One deals with a regulation regarding the safety of bed rails. The distributor developed a webinar and other educational materials detailing how beds must be designed in a way that secures the mattress while preventing patients from getting caught between the rails. Its educational materials also include information on products Geriatric Medical sells that test the beds to ensure they comply with safety regulations.

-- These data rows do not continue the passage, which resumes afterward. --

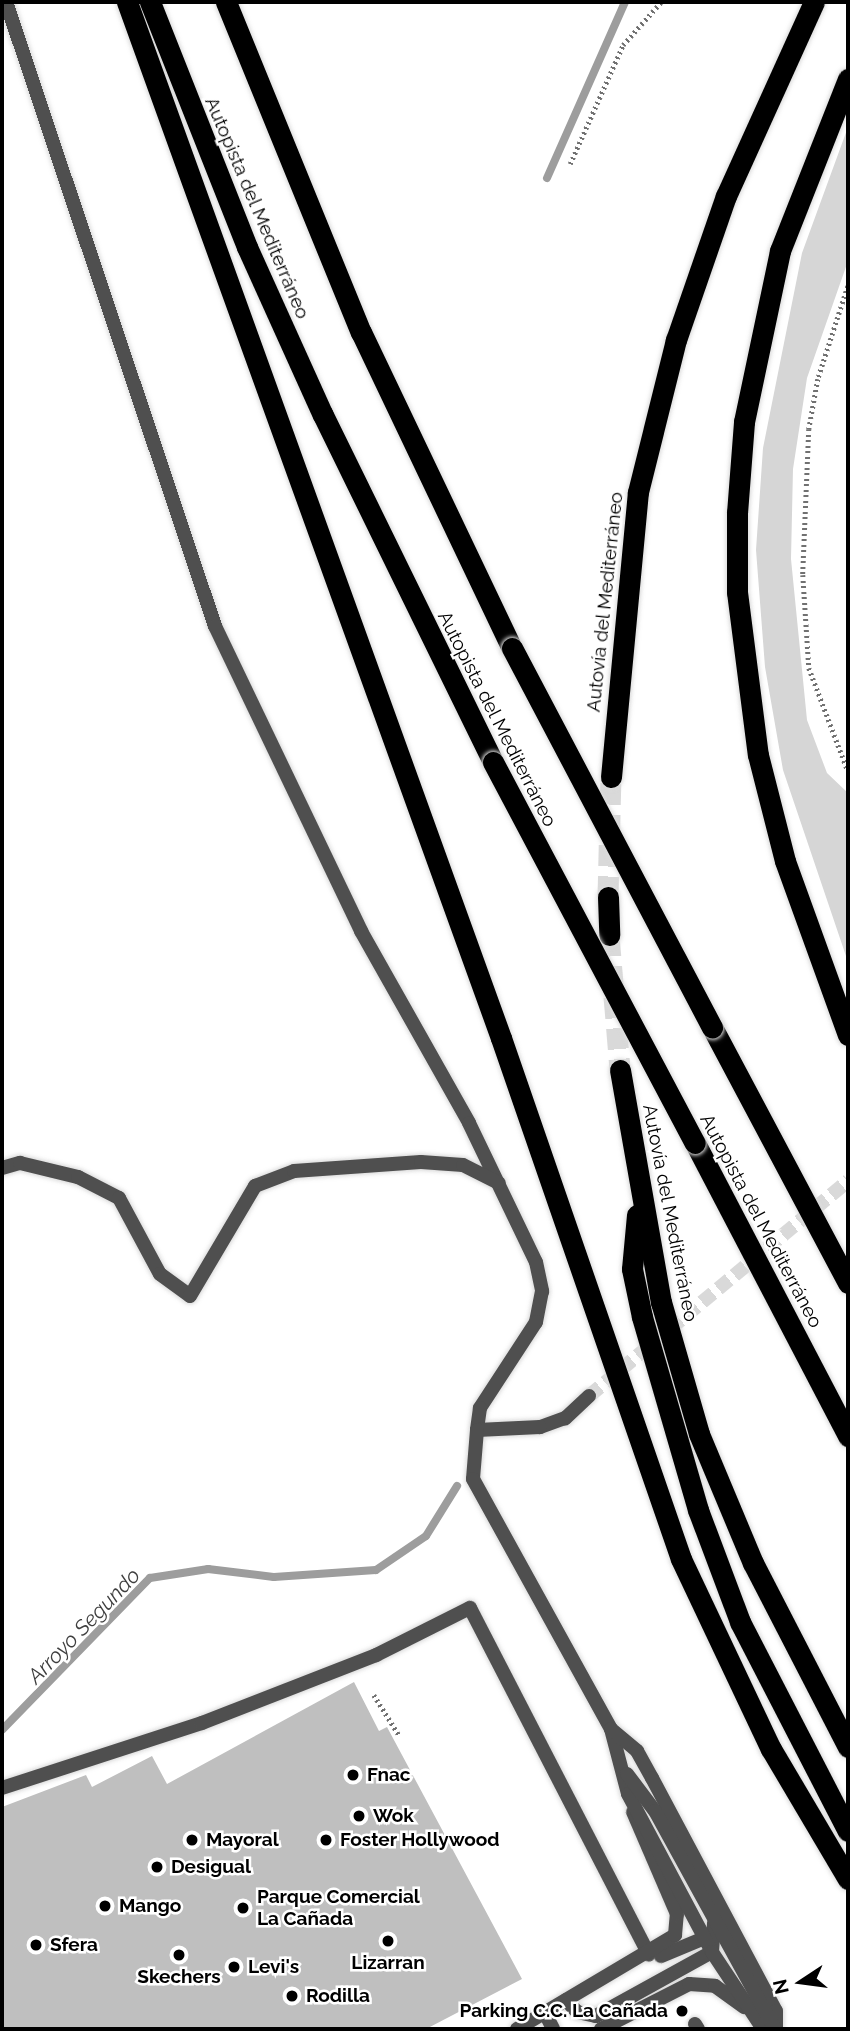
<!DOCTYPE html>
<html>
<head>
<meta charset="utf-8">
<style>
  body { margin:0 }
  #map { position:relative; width:850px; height:2031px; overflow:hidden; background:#fff; font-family:Raleway,sans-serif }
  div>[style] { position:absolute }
  .green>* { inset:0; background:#d6d6d6 }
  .stream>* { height:8px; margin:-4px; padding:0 4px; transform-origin:4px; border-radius:4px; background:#9d9d9d }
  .building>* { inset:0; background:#bfbfbf }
  .minor-tunnel>* { height:14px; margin-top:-7px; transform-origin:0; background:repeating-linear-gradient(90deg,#d9d9d9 0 14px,transparent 0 21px) }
  .motorway-tunnel>* { height:21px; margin-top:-10.5px; transform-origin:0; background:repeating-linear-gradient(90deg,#d9d9d9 0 21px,transparent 0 31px) }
  .path>* { height:4.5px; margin-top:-2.25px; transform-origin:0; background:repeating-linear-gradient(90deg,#717171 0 2px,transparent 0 5.5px) }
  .roads { filter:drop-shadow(0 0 2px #dbdbdb) drop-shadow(0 0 2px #dbdbdb) }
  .service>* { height:14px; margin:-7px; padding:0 7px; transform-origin:7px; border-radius:7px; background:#4f4f4f }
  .minor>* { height:14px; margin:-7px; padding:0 7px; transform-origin:7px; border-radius:7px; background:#4f4f4f }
  .motorway>* { height:21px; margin:-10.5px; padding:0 10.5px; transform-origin:10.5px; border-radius:10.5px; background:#000 }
  .bridges { filter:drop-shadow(0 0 2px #dbdbdb) drop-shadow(0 0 2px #dbdbdb) }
  .motorway-bridge>* { height:21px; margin:-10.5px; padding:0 10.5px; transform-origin:10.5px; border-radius:10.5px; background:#000 }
  .dots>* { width:19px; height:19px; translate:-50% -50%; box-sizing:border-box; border:4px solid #fff; border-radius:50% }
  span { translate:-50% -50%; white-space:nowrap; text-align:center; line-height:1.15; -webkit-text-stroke:5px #fff; paint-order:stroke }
  .street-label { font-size:19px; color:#000 }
  .poi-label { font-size:19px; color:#000; font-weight:700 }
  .left { translate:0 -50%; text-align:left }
  .right { translate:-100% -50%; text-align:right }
  .water-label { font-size:21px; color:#3e3e3e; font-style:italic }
  .frame { position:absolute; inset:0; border:4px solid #000; pointer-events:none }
  .north { position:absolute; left:766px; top:1947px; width:70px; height:70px; -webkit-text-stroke:5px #fff; paint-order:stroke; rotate:257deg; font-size:19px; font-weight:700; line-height:28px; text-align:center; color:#000 }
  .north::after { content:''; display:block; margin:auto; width:24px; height:32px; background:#000; clip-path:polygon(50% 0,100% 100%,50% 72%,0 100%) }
</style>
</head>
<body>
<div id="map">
  <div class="green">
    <i style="clip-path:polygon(848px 127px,848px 261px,807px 378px,793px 469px,791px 559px,807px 720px,827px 773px,848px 793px,848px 962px,783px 770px,765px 667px,756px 550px,763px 448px,802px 253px)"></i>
  </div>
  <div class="stream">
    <i style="left:547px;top:178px;width:193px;rotate:-66.1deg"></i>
    <i style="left:2px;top:1730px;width:212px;rotate:-45.8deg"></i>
    <i style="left:150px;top:1578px;width:59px;rotate:-8.8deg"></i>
    <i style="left:208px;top:1569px;width:66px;rotate:6.9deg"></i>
    <i style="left:274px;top:1577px;width:102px;rotate:-3.9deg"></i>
    <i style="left:376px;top:1570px;width:60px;rotate:-34.2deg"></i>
    <i style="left:426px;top:1536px;width:59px;rotate:-58.2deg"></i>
  </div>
  <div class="building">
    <i style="clip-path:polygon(354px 1682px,379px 1731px,387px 1727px,522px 1979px,426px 2029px,2px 2029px,2px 1807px,86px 1775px,92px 1787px,152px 1756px,167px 1784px)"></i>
  </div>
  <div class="minor-tunnel">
    <i style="left:589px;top:1396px;width:337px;rotate:-39.7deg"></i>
  </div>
  <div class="motorway-tunnel">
    <i style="left:608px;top:897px;width:120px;rotate:-88.6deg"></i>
    <i style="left:609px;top:935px;width:135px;rotate:85.3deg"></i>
  </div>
  <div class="path">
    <i style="left:570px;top:164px;width:130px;rotate:-66deg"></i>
    <i style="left:623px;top:45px;width:57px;rotate:-48.5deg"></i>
    <i style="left:848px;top:286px;width:98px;rotate:107.9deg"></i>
    <i style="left:818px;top:379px;width:51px;rotate:100.2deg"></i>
    <i style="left:809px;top:429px;width:146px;rotate:92.4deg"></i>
    <i style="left:803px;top:575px;width:93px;rotate:86.3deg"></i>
    <i style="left:809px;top:668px;width:110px;rotate:69.3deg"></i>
    <i style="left:374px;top:1695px;width:47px;rotate:58deg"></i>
  </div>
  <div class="roads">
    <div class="service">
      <i style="left:2px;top:1788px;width:210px;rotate:-18deg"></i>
      <i style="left:202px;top:1723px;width:187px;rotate:-21.3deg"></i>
      <i style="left:376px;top:1655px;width:105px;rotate:-26.6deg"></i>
      <i style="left:470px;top:1608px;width:390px;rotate:62.7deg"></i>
      <i style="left:661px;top:1956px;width:57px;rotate:-22.5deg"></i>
      <i style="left:566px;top:2000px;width:16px;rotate:47deg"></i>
      <i style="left:577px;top:2012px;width:19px;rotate:12deg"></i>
      <i style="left:596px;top:2016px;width:132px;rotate:-28.9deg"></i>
      <i style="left:712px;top:1952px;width:29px;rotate:-86deg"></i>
      <i style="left:545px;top:2013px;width:18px;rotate:63deg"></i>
      <i style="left:695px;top:2024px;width:6px;rotate:59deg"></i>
      <i style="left:517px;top:2029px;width:184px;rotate:-30.7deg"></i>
      <i style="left:675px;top:1935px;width:21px;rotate:-85deg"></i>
      <i style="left:677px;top:1914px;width:111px;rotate:-113.3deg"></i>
      <i style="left:601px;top:2029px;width:99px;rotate:-27.1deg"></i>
      <i style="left:689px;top:1984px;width:26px;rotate:4deg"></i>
      <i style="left:715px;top:1986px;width:36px;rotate:36deg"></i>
    </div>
    <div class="minor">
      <i style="left:6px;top:2px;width:658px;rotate:71.48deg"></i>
      <i style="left:215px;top:626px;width:338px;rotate:64.4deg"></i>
      <i style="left:361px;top:931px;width:220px;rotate:60.6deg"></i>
      <i style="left:469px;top:1123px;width:154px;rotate:64.3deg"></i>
      <i style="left:536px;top:1262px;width:30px;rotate:78deg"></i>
      <i style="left:542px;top:1291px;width:32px;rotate:101deg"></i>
      <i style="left:536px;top:1322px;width:103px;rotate:123.1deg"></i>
      <i style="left:480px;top:1408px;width:22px;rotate:98deg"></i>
      <i style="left:2px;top:1168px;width:19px;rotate:-16deg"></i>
      <i style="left:20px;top:1163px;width:60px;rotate:13.6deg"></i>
      <i style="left:78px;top:1177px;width:46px;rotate:27.1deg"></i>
      <i style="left:119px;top:1198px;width:86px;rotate:61.7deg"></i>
      <i style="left:160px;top:1274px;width:37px;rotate:36deg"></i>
      <i style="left:190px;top:1296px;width:128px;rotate:-59.4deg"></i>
      <i style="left:255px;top:1186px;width:42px;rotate:-21deg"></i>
      <i style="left:294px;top:1171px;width:127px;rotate:-4.1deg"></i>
      <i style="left:421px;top:1162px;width:42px;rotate:4.1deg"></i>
      <i style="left:463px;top:1165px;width:40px;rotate:26.6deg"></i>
      <i style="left:589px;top:1396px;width:33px;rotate:137deg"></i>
      <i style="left:565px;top:1418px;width:27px;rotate:160deg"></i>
      <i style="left:540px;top:1427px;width:63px;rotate:177.3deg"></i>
      <i style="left:477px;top:1430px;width:49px;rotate:94.7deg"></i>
      <i style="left:473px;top:1479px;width:286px;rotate:61.1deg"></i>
      <i style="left:611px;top:1729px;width:67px;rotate:75.3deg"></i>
      <i style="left:628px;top:1794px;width:179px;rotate:62deg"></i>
      <i style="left:712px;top:1952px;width:92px;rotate:56.5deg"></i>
      <i style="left:611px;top:1729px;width:34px;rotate:40deg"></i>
      <i style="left:637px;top:1751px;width:31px;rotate:61deg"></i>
      <i style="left:652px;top:1778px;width:264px;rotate:62deg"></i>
      <i style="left:776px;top:2011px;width:18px;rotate:90deg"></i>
      <i style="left:627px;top:1774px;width:46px;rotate:52.9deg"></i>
      <i style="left:655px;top:1811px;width:249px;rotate:61.2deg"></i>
    </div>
    <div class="motorway">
      <i style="left:127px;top:2px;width:1101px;rotate:70.15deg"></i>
      <i style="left:501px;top:1038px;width:551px;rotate:70.94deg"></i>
      <i style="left:681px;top:1559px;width:210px;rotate:64.7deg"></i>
      <i style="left:771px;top:1749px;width:151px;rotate:59.4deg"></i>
      <i style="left:150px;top:2px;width:264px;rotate:68.4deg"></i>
      <i style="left:247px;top:247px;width:184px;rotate:65.7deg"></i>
      <i style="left:323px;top:415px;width:386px;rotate:63.9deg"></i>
      <i style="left:226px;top:2px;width:357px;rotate:67.8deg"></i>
      <i style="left:361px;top:332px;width:350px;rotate:64.5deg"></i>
      <i style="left:848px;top:79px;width:185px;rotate:111.6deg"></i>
      <i style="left:780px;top:251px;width:175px;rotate:101.9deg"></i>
      <i style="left:744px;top:422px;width:90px;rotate:94.4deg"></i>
      <i style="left:737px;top:512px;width:80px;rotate:90deg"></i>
      <i style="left:737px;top:592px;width:164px;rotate:82.7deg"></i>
      <i style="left:758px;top:755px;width:109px;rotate:75.7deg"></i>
      <i style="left:785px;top:861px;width:185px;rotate:70.1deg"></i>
      <i style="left:611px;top:777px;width:286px;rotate:-84.6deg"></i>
      <i style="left:638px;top:492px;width:157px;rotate:-76deg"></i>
      <i style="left:676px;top:340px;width:152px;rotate:-70.9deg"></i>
      <i style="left:726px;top:196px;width:213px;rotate:-65.6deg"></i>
      <i style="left:608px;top:897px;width:38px;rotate:88deg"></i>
      <i style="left:712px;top:1027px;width:290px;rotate:62deg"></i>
      <i style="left:620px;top:1070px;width:236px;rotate:80deg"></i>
      <i style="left:661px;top:1302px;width:137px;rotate:73.9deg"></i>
      <i style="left:699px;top:1434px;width:140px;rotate:67.3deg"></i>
      <i style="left:753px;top:1563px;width:207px;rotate:62.7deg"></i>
      <i style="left:695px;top:1143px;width:331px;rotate:62.4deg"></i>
      <i style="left:637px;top:1215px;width:54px;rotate:95.3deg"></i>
      <i style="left:632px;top:1269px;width:49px;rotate:78.2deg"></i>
      <i style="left:642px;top:1317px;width:201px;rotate:73.8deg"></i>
      <i style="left:698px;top:1510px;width:120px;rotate:69.4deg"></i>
      <i style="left:740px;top:1622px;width:235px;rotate:62.7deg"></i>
    </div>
  </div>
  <div class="bridges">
    <div class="motorway-bridge">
      <i style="left:512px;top:648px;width:429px;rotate:62.2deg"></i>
      <i style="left:493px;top:762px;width:431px;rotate:62.1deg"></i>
    </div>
  </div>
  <div class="dots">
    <i style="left:353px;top:1775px;background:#000"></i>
    <i style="left:359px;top:1816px;background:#000"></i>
    <i style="left:192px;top:1840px;background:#000"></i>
    <i style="left:326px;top:1840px;background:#000"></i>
    <i style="left:157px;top:1867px;background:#000"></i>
    <i style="left:105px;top:1906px;background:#000"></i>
    <i style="left:243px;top:1908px;background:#000"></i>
    <i style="left:388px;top:1941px;background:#000"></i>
    <i style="left:36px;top:1945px;background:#000"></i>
    <i style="left:179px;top:1955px;background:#000"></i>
    <i style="left:234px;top:1967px;background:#000"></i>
    <i style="left:292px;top:1996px;background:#000"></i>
    <i style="left:682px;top:2011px;background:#000"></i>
  </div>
  <div class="street-label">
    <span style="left:257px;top:208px;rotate:67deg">Autopista del Mediterráneo</span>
    <span style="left:605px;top:602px;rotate:-84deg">Autovía del Mediterráneo</span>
    <span style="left:497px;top:719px;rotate:63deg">Autopista del Mediterráneo</span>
    <span style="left:670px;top:1213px;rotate:79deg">Autovía del Mediterráneo</span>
    <span style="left:761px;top:1221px;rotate:62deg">Autopista del Mediterráneo</span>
  </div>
  <div class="poi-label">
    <span class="left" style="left:367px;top:1775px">Fnac</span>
    <span class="left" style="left:373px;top:1816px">Wok</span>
    <span class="left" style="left:206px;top:1840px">Mayoral</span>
    <span class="left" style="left:340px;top:1840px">Foster Hollywood</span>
    <span class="left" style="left:171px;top:1867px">Desigual</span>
    <span class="left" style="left:257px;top:1908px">Parque Comercial<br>La Cañada</span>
    <span class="left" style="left:119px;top:1906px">Mango</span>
    <span class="left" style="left:50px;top:1945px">Sfera</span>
    <span style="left:388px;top:1963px">Lizarran</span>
    <span class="left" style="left:248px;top:1967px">Levi's</span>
    <span style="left:179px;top:1977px">Skechers</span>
    <span class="left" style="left:306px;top:1996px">Rodilla</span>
    <span class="right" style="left:668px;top:2011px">Parking C.C. La Cañada</span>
  </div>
  <div class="water-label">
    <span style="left:84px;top:1626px;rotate:-46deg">Arroyo Segundo</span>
  </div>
  <div class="frame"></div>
  <div class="north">N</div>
</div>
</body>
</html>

Another service involves educating health facility personnel on how to abide by strict regulations for cleaning and disinfecting particular areas. Required cleansers or disinfectants and how they’re applied can differ based on the area, such as a patient’s room versus a food service kitchen, and Geriatric Medical provides webinars and other materials to show what personnel must do to ensure their facility passes inspections by health officials, Racine says.

The distributor typically sells a range of products in each category based on “good, better, best” with prices that vary accordingly, and it helps each customer match its needs and budget with the most appropriate products, he adds. “We’re the experts knowing the product mix, and we play the matchmaker,” he says.

The company’s focus on service while offering more than 30,000 branded products online has helped it to grow its e-commerce sales from about 50% of revenue four years ago to about 85% today, Racine says. The remaining sales come from phone and EDI orders. “We’re living proof that any online distributor can win against any competitor,” he says. The privately held company doesn’t release revenue figures.

Going forward, Geriatric Medical realizes that it will need to keep improving its services as other online as well as offline distributors become more competitive. For example, one envisioned service would share with customers information it compiles on the effectiveness of particular healthcare products. “We want to get to the point where we can show if this type of wound-care dressing will improve care and result in a reduced hospital readmission rate,” Racine says.